The Appropriations Committee on Feb. 11 advanced House Bill 2804, a measure to reestablish a state rural low-income housing tax credit that pairs with the federal Low-Income Housing Tax Credit (LIHTC).
Staff described the bill as allowing the Arizona Department of Housing to allocate state tax credits for projects wholly located in counties with populations under 800,000 that qualify for federal LIHTC, requiring an eligibility statement and capping allocations at $2,000,000 per year. The bill also includes a repeal date of Jan. 1, 2037.
Sponsor Representative Teresa Martinez (LD16) told the committee the program will help rural communities meet urgent needs for housing for seniors and veterans and "unlock private capital" to finance projects that otherwise would not be feasible.

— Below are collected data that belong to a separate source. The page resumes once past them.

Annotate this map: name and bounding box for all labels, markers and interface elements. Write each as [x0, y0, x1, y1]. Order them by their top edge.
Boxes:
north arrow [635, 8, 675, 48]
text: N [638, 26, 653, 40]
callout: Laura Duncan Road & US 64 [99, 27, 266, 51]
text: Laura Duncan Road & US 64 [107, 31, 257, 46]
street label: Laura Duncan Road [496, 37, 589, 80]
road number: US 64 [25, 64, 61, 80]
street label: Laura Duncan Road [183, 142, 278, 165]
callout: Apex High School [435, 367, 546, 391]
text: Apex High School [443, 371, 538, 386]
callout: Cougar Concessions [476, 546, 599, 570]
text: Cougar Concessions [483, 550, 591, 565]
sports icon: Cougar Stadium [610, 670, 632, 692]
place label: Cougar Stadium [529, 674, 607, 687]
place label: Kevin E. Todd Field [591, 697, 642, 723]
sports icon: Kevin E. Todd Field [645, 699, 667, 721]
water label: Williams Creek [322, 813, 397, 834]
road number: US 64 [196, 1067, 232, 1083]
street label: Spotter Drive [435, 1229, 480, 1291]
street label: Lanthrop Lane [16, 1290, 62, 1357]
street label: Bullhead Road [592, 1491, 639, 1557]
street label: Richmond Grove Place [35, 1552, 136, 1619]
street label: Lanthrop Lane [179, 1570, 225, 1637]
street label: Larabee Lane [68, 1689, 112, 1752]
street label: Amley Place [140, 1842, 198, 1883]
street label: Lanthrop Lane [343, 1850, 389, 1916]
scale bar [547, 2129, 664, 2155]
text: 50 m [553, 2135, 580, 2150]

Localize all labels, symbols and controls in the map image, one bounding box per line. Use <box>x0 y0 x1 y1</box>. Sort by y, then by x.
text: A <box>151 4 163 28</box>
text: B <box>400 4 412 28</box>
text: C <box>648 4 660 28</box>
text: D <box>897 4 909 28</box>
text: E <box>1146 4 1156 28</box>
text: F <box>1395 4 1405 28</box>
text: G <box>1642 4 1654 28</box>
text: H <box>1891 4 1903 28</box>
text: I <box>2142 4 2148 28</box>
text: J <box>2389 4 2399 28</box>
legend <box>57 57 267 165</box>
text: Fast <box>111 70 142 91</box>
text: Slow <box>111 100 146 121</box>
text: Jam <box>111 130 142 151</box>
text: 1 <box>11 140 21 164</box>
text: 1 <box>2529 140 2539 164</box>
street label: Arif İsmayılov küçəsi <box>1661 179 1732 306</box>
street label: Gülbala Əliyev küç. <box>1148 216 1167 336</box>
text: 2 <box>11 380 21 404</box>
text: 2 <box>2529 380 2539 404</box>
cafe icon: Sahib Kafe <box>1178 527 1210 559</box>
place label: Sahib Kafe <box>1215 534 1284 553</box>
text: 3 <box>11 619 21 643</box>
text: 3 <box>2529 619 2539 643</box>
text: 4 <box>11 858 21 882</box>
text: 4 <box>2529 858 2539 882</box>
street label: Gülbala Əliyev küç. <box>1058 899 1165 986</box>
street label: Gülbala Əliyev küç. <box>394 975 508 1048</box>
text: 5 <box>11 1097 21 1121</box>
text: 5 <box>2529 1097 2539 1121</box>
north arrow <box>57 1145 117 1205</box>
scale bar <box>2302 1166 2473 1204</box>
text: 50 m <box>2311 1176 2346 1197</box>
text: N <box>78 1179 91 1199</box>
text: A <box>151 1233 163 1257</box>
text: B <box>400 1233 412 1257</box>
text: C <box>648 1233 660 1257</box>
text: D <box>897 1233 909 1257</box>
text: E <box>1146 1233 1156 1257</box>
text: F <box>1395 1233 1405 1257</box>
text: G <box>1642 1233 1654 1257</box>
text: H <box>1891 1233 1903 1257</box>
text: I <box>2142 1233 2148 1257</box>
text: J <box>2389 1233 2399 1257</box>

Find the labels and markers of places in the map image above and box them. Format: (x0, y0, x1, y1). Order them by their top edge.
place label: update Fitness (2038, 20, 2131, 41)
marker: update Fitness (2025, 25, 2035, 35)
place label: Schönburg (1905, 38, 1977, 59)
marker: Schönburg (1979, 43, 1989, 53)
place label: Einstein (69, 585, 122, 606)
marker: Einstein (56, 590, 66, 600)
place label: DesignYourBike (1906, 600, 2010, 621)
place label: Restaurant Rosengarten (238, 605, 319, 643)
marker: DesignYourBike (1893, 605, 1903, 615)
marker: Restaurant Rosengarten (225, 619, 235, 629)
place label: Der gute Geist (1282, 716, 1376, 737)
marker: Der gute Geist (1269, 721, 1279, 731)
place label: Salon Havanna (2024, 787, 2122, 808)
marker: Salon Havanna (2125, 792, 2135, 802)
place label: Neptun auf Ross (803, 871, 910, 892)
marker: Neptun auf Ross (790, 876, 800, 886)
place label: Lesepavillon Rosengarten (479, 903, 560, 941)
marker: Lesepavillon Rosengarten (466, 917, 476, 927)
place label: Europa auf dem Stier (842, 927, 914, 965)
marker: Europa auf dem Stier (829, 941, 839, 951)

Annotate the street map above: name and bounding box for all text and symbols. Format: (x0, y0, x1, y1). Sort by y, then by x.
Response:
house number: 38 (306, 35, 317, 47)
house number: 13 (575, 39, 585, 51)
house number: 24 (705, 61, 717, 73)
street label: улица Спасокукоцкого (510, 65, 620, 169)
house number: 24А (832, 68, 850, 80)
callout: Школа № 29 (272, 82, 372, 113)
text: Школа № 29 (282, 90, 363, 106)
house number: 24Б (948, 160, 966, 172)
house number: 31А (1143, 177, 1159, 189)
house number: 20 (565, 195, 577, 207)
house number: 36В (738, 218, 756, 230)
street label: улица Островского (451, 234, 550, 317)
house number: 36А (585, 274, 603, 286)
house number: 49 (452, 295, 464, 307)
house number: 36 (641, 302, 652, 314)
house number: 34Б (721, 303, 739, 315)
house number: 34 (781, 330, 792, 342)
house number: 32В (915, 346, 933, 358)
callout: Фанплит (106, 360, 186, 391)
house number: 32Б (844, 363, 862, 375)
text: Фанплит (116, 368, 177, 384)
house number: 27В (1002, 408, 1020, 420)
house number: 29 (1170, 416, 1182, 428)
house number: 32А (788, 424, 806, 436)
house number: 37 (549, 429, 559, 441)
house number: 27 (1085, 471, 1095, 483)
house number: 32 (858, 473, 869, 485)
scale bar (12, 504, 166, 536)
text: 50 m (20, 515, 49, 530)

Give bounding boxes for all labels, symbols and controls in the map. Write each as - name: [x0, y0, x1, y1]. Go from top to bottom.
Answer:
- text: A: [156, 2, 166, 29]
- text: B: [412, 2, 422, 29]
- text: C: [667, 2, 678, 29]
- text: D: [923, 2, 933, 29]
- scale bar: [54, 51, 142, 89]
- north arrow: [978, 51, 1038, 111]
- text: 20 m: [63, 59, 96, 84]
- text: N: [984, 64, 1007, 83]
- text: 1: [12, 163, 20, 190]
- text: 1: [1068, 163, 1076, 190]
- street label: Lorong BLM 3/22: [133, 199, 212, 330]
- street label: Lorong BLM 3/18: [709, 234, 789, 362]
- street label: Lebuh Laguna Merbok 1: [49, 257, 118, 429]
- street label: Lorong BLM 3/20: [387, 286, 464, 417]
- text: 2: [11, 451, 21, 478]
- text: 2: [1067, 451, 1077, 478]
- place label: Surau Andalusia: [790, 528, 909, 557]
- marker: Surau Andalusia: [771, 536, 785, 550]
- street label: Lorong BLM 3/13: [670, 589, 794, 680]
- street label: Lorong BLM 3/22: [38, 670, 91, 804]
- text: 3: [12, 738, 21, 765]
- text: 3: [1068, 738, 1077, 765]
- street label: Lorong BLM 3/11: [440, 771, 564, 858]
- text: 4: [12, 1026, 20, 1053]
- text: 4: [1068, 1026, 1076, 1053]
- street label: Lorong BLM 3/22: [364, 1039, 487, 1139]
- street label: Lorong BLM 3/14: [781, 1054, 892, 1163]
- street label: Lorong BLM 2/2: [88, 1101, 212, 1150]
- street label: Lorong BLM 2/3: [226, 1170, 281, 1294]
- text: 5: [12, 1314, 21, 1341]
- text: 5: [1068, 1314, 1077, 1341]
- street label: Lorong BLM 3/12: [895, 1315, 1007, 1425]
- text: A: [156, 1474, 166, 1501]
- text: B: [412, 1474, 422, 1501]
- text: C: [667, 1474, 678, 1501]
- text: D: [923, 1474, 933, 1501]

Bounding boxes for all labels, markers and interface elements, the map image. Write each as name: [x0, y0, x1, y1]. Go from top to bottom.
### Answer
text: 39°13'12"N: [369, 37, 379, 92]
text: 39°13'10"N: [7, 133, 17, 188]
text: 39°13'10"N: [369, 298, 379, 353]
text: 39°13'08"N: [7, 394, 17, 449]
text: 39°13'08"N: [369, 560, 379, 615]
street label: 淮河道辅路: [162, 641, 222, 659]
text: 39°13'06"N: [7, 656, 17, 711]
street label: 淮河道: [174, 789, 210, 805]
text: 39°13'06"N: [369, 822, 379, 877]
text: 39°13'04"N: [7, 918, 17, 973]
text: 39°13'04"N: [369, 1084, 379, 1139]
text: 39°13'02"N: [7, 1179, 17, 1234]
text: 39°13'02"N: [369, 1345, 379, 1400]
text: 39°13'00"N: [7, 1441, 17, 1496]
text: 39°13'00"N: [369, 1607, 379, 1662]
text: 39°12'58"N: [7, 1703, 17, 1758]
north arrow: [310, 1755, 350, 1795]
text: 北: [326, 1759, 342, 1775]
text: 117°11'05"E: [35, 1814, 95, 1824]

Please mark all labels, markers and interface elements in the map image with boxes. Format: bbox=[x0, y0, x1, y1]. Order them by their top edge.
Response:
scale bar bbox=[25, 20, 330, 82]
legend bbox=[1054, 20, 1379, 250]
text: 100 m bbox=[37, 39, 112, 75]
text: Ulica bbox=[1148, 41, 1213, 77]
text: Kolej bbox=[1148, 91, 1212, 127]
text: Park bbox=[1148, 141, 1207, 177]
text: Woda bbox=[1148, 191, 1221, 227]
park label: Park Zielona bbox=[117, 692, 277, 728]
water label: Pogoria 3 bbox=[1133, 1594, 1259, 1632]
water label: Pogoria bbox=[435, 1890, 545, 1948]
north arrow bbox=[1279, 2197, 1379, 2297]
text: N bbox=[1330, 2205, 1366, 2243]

Mayor Becky Daggett of Flagstaff described a recent project financed with tax credits that produced 221 affordable apartments and argued the approach "helps close the gap" by keeping affordable units restricted for 30 years.
Developers testified with project examples, including adaptive reuse and veteran housing, and described how state credits provide a 10-year stream of benefits to investors that stakeholders monetize to generate equity for construction.
Opponents, including Greg Blackie of the Arizona Free Enterprise Club, urged caution, saying state LIHTC programs can create layers of intermediaries, raise per-square-foot costs and complicate oversight. Blackie cited studies indicating higher costs per square foot and cited GAO reports documenting variation and oversight gaps. Supporters and industry witnesses replied that tax credits are a necessary lever in rural markets where private investment otherwise will not support affordable projects.
Committee members questioned the multi-year fiscal mechanics of allocating credits and how costs flow over time; witnesses explained credits are monetized and benefits are realized after buildings are placed in service, creating a multi-year stream of credits. Members ultimately voted to return the bill with a do-pass recommendation (13 yes, 4 no, 1 not voting).
Ending: HB2804 advances out of committee; sponsors and witnesses said the program would be designed to include guardrails and eligibility statements to accompany allocations.